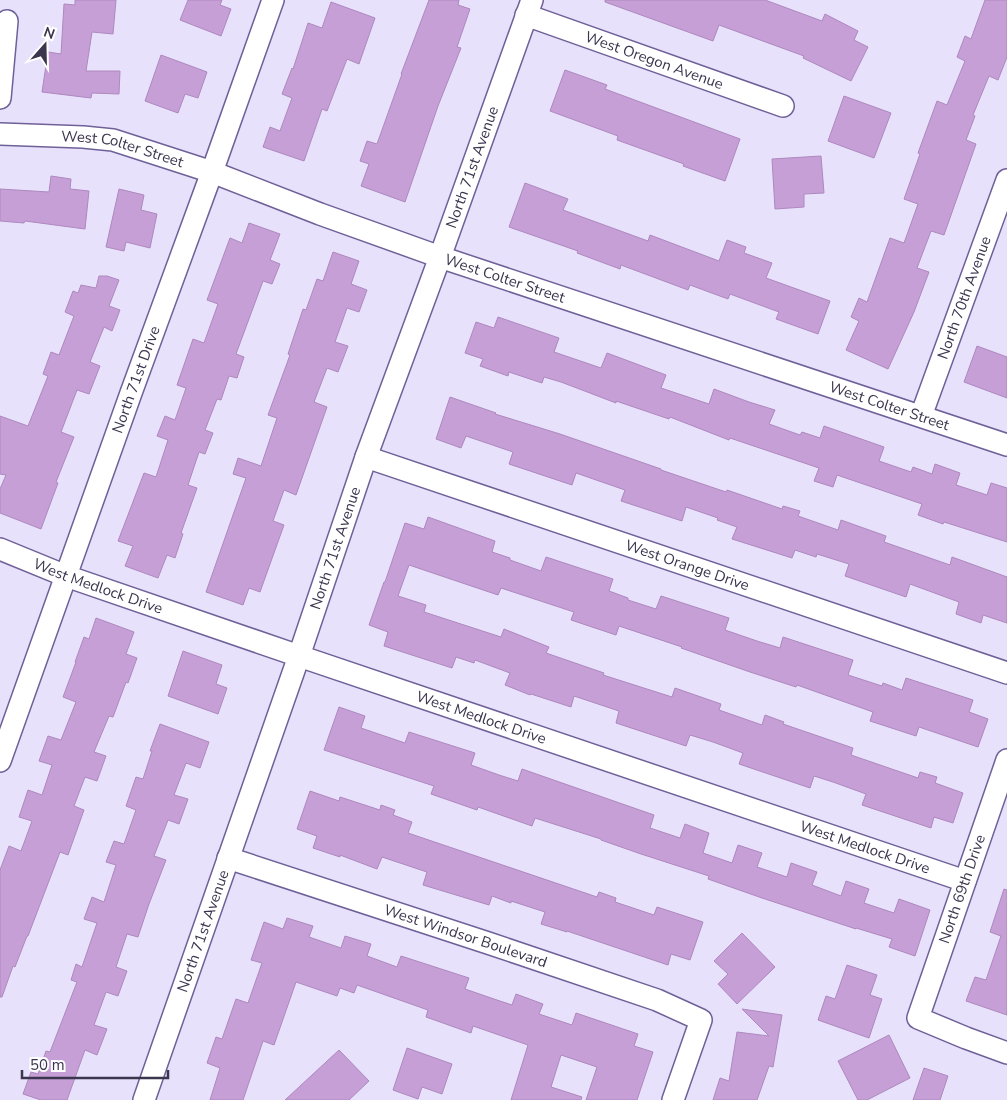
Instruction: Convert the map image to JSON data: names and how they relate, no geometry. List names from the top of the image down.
==
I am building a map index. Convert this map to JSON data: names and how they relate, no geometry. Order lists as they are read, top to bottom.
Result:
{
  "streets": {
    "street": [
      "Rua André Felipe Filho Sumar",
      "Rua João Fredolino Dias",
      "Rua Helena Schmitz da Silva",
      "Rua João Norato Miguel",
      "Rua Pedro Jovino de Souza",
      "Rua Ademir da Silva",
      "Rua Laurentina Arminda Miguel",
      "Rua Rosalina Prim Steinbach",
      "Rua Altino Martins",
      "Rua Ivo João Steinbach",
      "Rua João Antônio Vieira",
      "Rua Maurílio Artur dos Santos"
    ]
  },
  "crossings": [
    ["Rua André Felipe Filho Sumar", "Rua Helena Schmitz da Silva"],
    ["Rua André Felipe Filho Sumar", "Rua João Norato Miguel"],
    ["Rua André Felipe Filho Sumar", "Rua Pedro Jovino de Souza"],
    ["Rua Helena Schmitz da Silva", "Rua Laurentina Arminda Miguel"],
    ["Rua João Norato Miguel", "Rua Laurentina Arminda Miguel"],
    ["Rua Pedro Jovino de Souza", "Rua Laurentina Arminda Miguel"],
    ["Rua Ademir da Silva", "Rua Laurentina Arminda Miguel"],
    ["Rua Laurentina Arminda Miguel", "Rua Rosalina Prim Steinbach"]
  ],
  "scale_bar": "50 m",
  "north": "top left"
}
...
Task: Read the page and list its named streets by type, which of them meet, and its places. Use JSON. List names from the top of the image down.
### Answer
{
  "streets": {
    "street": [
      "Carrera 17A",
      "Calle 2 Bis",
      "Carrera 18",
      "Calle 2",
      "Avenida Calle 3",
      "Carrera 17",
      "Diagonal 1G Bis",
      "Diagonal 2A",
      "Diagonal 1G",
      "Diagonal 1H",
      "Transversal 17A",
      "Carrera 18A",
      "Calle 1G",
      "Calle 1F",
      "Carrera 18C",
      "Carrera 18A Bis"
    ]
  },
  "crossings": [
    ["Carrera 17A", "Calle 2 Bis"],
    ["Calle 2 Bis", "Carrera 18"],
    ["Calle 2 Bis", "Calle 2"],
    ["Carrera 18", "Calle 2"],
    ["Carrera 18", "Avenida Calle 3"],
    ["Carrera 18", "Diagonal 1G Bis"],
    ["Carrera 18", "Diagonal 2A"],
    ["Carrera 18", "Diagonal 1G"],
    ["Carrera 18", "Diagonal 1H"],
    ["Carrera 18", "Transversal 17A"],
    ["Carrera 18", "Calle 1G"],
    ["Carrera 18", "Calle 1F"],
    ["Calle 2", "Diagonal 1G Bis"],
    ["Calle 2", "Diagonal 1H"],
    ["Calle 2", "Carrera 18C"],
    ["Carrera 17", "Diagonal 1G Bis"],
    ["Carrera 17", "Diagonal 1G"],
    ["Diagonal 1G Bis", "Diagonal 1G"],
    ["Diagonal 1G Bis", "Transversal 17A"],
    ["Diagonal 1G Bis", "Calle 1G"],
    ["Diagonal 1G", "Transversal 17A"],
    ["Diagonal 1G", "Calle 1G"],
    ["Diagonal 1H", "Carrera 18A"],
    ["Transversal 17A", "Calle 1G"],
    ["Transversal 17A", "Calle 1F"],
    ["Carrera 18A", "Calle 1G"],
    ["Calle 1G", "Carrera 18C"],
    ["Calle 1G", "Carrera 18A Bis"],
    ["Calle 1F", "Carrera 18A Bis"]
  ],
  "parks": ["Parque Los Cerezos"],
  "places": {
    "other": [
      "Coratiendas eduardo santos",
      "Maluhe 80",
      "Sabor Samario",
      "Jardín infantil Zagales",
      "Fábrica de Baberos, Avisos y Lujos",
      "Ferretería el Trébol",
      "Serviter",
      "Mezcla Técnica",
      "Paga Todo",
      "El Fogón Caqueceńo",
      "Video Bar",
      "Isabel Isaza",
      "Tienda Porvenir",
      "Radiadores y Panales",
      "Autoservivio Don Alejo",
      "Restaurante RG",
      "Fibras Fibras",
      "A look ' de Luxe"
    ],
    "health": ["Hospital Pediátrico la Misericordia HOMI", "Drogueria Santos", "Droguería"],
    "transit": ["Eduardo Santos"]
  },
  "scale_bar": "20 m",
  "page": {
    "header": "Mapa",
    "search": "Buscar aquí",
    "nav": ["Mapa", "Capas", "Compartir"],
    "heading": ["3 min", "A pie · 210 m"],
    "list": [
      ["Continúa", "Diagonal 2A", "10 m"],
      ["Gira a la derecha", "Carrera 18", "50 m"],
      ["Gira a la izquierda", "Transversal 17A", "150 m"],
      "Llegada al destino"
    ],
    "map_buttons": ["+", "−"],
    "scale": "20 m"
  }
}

## WHAT YOU WILL DO
Using the listing above, find how many lines include "from"; reply with the number and no other words.

## YOUR SOLUTION
2